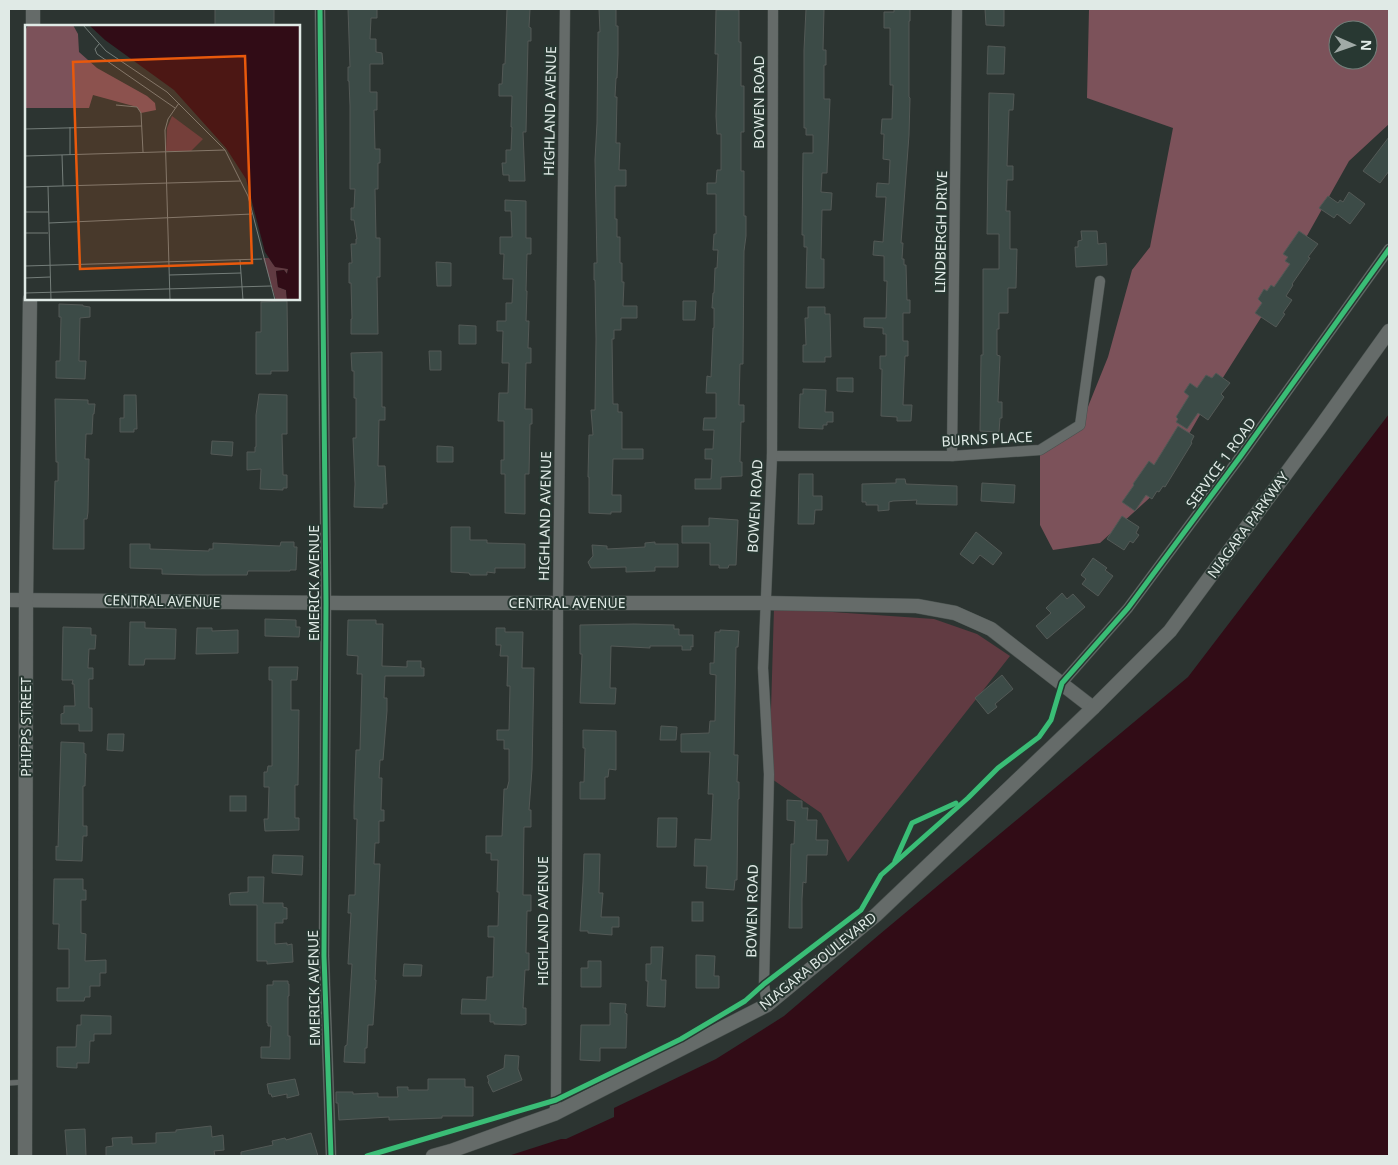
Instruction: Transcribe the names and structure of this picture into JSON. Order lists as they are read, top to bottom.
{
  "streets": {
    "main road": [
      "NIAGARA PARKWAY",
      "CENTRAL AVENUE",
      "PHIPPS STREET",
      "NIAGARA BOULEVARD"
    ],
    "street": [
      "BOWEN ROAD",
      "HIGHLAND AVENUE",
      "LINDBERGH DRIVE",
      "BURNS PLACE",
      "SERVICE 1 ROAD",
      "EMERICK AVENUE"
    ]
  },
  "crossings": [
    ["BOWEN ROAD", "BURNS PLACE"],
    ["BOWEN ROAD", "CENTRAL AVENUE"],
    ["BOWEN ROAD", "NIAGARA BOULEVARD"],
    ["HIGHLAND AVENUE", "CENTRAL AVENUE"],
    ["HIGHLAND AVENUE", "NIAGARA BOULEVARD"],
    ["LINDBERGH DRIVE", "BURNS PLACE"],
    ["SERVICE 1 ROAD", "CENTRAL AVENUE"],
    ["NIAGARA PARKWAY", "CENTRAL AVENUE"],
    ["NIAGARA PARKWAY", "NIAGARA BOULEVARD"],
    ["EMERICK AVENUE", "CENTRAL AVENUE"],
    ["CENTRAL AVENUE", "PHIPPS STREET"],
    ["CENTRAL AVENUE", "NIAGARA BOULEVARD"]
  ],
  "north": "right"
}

## About this task
Which lines of the records above hold the word "NIAGARA"? Copy each of them.

## Solution to this problem
      "NIAGARA PARKWAY",
      "NIAGARA BOULEVARD"
    ["BOWEN ROAD", "NIAGARA BOULEVARD"],
    ["HIGHLAND AVENUE", "NIAGARA BOULEVARD"],
    ["NIAGARA PARKWAY", "CENTRAL AVENUE"],
    ["NIAGARA PARKWAY", "NIAGARA BOULEVARD"],
    ["CENTRAL AVENUE", "NIAGARA BOULEVARD"]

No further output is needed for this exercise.